- Instructions for the task -
Find every line with the string "solid" in the material below and copy it.
-------- Data to use --------
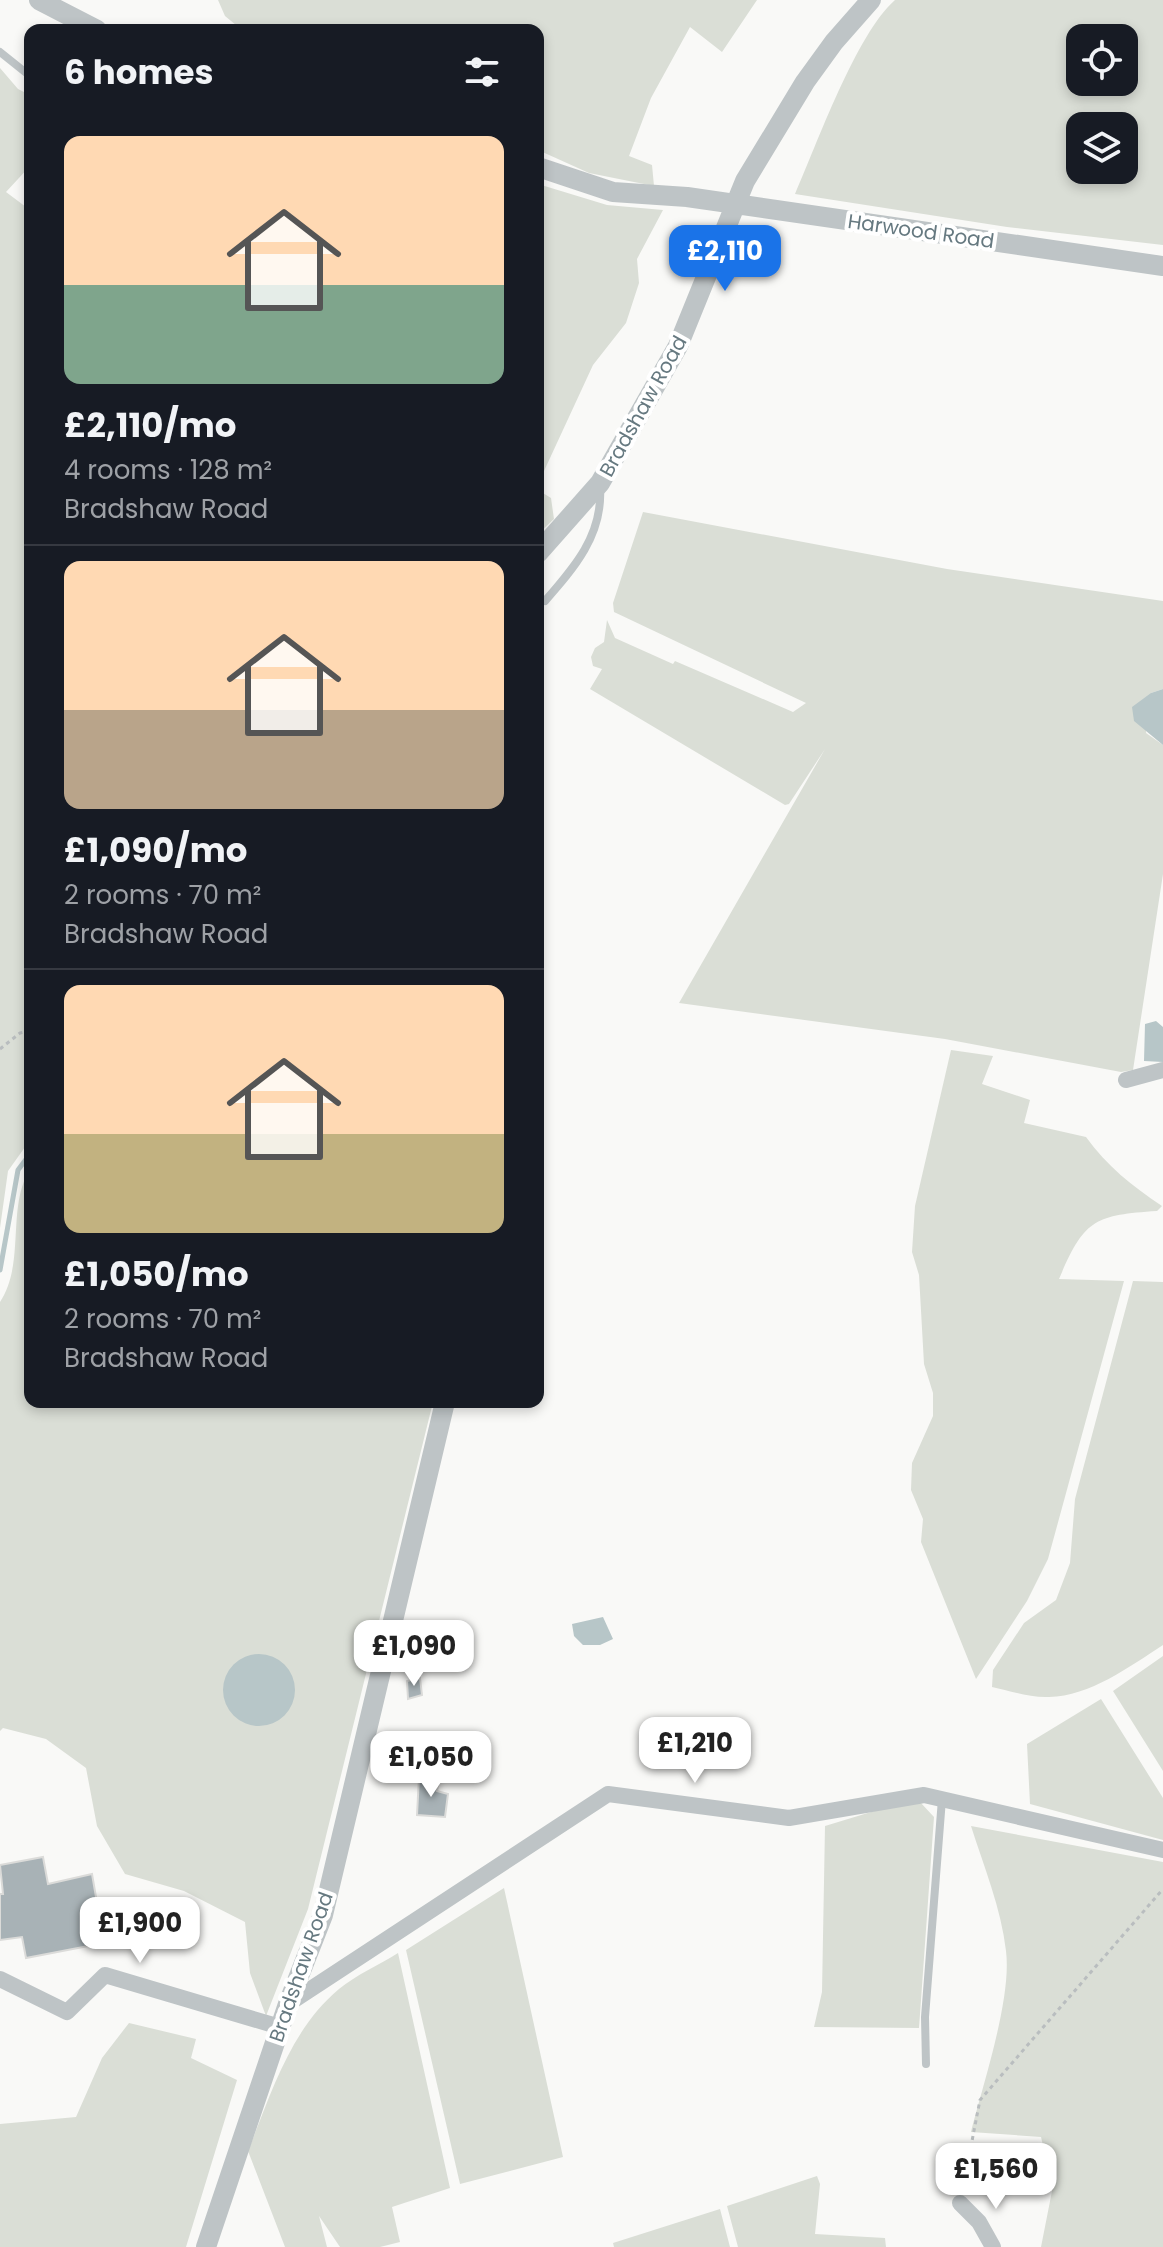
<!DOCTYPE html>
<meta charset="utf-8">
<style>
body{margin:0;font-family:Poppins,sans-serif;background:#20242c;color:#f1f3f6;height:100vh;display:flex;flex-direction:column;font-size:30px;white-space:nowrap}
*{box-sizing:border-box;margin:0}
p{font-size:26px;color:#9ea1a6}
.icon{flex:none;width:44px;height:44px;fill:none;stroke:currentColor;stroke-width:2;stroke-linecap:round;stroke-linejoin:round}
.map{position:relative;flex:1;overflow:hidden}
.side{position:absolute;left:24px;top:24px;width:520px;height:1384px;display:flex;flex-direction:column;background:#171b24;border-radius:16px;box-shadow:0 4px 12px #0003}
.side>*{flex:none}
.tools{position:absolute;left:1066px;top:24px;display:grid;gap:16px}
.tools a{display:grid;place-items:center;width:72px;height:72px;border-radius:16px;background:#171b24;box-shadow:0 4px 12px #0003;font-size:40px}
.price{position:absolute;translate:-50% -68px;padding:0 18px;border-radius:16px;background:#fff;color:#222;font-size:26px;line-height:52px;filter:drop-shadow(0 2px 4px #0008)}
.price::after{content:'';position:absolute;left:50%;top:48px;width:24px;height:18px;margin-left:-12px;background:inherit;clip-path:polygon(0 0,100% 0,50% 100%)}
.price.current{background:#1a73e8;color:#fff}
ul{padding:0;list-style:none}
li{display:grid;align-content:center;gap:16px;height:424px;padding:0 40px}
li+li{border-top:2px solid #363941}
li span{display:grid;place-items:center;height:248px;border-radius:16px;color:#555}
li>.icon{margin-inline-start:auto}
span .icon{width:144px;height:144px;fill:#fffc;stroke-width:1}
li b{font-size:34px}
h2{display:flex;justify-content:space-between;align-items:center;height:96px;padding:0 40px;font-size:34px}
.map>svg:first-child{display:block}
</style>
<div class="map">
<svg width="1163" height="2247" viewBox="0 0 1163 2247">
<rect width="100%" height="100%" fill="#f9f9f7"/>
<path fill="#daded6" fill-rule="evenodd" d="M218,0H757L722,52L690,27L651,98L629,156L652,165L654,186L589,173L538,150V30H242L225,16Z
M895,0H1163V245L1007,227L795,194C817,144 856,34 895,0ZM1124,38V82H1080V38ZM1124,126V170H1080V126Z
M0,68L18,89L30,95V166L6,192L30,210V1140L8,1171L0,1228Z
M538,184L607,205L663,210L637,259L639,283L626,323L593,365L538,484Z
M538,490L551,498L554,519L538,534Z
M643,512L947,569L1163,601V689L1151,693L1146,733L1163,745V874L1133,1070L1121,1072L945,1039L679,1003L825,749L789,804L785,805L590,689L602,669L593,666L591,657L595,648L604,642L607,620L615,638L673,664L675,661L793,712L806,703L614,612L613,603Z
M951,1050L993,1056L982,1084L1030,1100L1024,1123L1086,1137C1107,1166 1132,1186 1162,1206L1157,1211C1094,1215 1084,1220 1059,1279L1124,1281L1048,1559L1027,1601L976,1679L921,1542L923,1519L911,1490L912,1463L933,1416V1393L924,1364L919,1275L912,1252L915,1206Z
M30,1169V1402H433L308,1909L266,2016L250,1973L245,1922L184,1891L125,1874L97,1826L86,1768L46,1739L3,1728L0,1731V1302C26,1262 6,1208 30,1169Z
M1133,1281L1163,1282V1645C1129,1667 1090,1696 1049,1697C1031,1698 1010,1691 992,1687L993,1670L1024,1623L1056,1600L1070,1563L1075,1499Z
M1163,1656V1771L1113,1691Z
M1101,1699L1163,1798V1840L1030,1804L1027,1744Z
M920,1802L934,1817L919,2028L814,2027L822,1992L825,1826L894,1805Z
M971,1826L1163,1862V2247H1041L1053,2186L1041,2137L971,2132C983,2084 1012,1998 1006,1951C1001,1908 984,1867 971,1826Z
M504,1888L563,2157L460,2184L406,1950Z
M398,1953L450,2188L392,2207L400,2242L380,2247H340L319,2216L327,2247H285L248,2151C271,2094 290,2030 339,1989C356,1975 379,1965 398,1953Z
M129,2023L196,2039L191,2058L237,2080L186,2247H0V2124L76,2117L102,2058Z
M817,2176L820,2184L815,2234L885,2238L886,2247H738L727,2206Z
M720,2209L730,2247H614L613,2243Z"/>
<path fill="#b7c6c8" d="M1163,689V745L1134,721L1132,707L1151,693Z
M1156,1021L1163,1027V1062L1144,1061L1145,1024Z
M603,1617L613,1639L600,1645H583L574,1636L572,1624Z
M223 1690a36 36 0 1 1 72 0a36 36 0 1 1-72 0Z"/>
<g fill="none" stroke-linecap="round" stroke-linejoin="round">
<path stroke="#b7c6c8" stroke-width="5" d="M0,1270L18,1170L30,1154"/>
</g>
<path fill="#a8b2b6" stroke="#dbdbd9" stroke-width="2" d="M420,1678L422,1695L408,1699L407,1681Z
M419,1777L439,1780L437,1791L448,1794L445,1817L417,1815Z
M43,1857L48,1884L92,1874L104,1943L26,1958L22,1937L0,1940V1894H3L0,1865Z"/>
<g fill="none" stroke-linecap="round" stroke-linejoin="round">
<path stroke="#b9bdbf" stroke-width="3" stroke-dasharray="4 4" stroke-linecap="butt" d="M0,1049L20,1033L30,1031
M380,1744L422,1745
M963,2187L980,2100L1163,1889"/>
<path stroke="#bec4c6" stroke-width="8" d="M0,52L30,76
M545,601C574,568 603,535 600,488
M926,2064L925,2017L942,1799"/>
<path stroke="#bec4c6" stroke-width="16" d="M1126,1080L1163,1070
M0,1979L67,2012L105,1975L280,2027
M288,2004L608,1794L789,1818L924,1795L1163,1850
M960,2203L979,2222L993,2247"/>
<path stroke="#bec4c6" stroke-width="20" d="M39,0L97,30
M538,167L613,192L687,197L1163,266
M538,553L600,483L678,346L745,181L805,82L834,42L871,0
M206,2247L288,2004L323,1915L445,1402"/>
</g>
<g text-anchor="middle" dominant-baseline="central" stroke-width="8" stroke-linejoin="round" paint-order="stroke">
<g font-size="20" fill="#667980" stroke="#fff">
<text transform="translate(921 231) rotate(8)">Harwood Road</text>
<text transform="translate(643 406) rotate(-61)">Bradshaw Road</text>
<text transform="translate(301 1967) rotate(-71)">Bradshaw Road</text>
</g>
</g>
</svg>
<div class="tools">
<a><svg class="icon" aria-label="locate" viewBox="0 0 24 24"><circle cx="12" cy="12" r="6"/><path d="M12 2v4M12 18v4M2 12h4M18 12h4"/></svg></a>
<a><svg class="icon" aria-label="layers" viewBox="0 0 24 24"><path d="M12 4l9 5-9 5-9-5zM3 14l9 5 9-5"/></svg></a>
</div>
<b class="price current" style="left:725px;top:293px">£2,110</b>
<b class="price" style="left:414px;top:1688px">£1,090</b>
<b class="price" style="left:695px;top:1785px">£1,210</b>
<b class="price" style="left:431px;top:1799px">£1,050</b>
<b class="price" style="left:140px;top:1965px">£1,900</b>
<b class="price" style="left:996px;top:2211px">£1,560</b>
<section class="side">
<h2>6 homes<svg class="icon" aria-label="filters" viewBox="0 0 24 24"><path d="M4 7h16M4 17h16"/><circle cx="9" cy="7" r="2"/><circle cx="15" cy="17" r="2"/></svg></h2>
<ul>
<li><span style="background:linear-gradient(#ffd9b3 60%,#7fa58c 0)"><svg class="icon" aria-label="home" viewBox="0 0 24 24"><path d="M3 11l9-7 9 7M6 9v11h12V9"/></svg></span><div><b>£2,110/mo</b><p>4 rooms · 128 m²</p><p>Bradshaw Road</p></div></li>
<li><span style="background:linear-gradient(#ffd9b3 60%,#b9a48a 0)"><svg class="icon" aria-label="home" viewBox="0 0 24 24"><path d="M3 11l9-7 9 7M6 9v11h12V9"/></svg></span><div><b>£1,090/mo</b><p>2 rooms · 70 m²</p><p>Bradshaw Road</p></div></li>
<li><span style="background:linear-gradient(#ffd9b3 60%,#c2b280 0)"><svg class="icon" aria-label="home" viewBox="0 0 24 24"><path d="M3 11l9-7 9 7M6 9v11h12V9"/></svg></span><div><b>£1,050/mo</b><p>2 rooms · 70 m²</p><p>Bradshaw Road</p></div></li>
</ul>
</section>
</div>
--------
-------- Data to use --------
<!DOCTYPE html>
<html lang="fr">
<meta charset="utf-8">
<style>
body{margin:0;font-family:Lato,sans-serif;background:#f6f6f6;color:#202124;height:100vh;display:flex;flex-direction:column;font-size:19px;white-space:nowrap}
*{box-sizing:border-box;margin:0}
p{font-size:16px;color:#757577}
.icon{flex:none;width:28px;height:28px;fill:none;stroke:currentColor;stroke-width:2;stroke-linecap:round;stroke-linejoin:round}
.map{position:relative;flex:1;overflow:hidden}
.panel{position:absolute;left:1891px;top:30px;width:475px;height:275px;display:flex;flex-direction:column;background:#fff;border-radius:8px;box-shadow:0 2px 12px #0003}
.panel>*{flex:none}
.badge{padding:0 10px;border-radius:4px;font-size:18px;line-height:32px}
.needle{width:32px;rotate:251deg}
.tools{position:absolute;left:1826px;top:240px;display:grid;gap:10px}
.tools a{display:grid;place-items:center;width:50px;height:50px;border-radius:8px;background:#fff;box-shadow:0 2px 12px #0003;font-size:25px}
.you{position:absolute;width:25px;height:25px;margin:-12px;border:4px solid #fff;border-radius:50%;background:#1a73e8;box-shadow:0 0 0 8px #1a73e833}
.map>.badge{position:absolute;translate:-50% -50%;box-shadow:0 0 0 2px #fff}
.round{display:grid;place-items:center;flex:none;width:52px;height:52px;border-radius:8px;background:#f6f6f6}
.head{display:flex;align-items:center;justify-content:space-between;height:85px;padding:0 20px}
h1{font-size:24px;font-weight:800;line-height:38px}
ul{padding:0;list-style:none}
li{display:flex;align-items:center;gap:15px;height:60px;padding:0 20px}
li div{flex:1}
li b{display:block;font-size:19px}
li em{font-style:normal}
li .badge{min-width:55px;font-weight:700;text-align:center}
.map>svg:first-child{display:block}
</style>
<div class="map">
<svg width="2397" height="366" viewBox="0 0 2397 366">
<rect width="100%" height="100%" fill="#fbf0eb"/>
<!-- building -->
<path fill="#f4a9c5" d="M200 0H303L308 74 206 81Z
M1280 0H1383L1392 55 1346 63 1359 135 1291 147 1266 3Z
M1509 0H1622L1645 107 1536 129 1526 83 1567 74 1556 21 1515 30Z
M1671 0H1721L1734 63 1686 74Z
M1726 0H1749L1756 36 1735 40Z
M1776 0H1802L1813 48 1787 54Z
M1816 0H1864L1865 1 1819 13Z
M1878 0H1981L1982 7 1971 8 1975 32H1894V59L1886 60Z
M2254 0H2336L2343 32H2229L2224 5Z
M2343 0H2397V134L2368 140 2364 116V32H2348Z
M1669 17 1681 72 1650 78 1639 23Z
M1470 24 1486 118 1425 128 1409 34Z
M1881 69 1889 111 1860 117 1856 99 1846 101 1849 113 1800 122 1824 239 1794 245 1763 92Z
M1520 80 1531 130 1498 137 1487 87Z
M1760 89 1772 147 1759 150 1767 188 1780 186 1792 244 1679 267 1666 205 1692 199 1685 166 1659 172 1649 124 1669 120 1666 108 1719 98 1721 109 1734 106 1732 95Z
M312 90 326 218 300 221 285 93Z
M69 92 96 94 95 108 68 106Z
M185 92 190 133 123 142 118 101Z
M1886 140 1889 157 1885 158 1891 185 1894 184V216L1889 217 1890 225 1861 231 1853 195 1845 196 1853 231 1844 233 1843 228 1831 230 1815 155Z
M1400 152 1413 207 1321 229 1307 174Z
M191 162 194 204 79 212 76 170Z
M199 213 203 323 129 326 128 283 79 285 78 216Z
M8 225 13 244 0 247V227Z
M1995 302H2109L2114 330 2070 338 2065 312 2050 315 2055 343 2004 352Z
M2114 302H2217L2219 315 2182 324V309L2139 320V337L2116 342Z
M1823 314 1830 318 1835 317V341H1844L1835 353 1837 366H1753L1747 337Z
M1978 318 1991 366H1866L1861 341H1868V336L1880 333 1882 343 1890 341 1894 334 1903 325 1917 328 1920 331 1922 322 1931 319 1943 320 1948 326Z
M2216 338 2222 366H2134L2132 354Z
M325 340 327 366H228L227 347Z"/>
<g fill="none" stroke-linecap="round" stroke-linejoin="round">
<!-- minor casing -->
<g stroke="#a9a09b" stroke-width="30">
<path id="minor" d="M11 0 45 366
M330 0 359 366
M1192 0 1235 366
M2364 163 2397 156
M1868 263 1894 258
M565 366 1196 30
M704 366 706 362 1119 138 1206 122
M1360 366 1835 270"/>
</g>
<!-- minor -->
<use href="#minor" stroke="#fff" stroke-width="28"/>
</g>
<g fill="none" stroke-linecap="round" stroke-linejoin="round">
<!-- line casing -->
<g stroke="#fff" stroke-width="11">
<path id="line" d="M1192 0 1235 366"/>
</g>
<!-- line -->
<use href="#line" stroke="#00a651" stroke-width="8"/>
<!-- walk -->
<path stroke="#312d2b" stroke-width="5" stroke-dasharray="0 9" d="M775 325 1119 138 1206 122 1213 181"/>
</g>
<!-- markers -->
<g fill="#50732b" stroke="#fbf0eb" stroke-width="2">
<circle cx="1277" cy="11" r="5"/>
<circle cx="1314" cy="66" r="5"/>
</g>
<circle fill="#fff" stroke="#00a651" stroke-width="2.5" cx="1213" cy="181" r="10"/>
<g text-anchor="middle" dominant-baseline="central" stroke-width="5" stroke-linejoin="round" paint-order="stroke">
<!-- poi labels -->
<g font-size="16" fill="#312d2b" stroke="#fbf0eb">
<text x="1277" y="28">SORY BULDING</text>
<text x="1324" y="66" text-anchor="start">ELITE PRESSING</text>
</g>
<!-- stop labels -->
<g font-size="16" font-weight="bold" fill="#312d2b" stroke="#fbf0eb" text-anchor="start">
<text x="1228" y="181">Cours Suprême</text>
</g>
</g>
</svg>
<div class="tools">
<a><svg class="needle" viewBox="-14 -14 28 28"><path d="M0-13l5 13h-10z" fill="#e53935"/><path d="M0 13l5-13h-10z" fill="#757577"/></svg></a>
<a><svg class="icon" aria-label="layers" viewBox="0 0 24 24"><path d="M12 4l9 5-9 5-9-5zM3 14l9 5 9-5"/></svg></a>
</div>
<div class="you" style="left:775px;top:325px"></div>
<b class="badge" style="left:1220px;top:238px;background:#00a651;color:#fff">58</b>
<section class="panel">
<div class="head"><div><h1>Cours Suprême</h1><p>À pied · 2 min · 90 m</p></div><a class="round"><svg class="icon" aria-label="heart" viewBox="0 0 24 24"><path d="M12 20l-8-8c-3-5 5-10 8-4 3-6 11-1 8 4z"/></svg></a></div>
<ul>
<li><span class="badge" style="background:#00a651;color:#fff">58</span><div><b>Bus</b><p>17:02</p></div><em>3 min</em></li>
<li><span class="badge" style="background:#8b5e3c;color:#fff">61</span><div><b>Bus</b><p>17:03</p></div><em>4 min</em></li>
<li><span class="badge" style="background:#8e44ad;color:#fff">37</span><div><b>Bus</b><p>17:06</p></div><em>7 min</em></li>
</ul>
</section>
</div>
--------
- Answer to the problem -
li+li{border-top:2px solid #363941}
.you{position:absolute;width:25px;height:25px;margin:-12px;border:4px solid #fff;border-radius:50%;background:#1a73e8;box-shadow:0 0 0 8px #1a73e833}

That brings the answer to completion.